Dr. Rocket: Itokawa Hideo, Scientific Celebrity, and Japanese Modernity, 1912–99

Sunday, January 5, 2020: 10:50 AM
Gibson Room (New York Hilton)
Subodhana Wijeyeratne, Harvard University
It would not be an exaggeration to say that anyone with any knowledge at all about rocketry in Japan knows the name Itokawa Hideo (1912–1999). It was Itokawa who, in 1952, formed the AVSA group at Tokyo University which went on to develop Japan's earliest, solid-fuel, rockets – including the Lambda rocket that made Japan the fourth country to put a satellite into orbit in 1970. An internationally known figure, Itokawa was constantly in the media through interviews and lectures, wrote relentlessly in the public press, made numerous appearances on television, and ultimately had an asteroid – 25143 Itokawa – named after him. After Itokawa's death, his followers and students kept his memory alive, strategically trimming or spinning his career where necessary.

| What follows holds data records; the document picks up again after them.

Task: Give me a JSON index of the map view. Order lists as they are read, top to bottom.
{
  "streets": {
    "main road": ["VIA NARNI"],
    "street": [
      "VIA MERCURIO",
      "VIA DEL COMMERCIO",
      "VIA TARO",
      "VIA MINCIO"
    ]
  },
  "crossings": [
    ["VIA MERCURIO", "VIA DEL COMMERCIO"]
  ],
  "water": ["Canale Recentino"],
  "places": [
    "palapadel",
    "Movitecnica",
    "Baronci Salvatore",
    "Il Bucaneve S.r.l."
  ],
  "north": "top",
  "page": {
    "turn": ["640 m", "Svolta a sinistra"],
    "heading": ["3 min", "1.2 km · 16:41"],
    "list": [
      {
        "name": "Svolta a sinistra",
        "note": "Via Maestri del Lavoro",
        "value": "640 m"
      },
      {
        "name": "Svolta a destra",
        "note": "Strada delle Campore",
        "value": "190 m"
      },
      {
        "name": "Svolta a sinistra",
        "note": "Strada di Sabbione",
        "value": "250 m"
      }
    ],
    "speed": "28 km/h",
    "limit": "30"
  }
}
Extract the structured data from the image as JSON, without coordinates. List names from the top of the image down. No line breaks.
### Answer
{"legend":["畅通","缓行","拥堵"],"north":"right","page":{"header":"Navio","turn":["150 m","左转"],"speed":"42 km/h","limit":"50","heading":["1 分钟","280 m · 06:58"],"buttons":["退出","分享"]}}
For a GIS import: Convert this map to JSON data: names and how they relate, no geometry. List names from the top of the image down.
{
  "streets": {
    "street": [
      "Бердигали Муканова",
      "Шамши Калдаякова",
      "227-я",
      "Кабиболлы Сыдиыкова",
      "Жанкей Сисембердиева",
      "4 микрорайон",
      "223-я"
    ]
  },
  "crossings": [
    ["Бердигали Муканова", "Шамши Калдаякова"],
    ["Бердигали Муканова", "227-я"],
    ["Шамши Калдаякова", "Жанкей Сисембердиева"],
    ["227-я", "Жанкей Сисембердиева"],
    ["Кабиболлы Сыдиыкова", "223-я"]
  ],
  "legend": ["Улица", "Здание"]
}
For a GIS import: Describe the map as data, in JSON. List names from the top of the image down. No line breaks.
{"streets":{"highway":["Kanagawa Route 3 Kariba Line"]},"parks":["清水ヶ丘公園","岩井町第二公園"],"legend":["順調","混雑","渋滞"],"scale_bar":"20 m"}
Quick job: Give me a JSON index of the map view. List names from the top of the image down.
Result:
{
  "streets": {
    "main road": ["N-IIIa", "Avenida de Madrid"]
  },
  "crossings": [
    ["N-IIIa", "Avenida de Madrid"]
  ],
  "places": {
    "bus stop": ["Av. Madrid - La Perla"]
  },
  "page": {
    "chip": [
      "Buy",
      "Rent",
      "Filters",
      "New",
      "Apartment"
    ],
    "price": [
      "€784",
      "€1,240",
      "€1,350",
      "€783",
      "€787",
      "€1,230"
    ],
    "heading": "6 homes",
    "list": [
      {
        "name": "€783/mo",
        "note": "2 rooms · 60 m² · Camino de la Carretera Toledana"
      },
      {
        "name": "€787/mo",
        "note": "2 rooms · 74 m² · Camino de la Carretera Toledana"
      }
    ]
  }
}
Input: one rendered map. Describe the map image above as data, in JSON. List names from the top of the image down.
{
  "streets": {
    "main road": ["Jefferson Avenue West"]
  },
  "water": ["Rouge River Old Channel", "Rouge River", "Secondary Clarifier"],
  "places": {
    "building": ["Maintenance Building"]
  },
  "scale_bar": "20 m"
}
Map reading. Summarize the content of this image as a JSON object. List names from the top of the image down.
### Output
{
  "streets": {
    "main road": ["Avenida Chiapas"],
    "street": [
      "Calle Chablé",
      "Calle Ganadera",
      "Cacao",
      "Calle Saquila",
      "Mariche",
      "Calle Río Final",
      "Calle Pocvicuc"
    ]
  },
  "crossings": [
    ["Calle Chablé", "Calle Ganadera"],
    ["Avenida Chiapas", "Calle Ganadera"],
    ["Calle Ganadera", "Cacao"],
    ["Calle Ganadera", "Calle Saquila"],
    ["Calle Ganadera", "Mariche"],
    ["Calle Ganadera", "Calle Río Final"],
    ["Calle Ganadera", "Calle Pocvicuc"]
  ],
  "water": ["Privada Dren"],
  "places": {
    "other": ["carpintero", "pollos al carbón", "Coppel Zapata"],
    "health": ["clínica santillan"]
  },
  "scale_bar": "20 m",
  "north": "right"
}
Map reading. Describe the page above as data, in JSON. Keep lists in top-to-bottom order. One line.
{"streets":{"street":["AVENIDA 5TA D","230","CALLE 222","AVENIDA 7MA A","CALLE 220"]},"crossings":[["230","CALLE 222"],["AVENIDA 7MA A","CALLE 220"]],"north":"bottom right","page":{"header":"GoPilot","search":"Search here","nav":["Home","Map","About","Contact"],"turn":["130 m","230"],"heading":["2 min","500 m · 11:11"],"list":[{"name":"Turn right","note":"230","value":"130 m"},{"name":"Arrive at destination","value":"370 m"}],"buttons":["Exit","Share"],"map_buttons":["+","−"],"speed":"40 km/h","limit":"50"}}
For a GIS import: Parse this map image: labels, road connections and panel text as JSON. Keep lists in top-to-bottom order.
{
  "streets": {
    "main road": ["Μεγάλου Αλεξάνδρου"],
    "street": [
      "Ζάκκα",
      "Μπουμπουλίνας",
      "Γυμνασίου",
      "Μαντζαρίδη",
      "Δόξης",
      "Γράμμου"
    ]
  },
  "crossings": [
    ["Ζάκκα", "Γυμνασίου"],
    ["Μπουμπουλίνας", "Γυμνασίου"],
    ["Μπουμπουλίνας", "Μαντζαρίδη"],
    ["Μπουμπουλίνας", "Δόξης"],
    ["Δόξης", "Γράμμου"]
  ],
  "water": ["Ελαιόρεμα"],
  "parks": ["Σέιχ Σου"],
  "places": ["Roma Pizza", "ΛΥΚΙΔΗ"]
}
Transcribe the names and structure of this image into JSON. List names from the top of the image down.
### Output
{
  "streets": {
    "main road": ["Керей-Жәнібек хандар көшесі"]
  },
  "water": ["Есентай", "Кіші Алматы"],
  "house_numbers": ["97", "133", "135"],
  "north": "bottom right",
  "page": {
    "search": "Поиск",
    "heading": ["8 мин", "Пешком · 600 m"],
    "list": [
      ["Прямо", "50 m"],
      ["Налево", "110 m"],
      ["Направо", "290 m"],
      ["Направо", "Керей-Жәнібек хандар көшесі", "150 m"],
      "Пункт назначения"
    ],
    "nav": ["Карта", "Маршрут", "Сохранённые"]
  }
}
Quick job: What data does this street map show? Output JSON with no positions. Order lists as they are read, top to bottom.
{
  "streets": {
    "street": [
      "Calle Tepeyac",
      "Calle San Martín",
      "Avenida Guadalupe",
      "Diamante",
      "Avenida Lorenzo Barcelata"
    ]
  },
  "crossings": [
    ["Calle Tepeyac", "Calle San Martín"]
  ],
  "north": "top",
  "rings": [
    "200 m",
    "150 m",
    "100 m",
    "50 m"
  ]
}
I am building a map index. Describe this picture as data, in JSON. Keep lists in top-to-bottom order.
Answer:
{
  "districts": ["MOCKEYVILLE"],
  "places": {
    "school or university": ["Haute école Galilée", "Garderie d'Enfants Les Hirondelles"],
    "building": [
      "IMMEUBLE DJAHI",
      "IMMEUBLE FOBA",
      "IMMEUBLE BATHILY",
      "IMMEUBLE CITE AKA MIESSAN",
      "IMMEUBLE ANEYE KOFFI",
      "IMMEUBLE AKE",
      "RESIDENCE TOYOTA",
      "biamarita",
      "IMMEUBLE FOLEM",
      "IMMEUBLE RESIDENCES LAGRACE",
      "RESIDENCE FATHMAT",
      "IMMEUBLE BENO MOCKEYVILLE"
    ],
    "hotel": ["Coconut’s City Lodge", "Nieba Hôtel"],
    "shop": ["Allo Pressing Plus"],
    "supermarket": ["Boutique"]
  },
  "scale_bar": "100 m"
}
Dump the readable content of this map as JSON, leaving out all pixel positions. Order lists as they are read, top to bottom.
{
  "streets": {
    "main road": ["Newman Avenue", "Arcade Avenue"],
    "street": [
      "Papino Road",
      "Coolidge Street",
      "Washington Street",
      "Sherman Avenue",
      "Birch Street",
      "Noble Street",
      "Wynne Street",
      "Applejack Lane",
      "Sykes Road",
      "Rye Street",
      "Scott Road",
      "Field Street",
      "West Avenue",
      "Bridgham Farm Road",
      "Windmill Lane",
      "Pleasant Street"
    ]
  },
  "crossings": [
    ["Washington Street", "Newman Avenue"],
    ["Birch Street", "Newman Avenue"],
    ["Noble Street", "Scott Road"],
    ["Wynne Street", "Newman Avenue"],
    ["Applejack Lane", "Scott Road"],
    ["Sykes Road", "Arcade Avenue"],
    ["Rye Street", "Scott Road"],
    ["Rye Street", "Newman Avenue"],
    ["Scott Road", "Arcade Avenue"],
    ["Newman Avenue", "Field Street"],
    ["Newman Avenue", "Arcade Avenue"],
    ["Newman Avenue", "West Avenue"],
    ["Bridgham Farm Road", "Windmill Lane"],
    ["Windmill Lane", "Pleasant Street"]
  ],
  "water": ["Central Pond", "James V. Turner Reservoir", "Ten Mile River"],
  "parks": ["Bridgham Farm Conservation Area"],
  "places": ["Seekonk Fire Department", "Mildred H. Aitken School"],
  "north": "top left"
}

Itokawa's career was focused on writing on subjects well beyond the pale of rocketry research. Here, he parlayed his international links – networks ranging from the purely technical to overtly political – into his public appearances. Nevertheless, space exploration and futurology remained central to his writings. On one hand, Itokawa travelled widely, established foreign links, and mediated this knowledge to a Japanese audience – while also representing Japanese space technology abroad. On the other hand, he wrote extensively on the future of Japanese space exploration, the necessity of deep space research, and the promise held by these technologies.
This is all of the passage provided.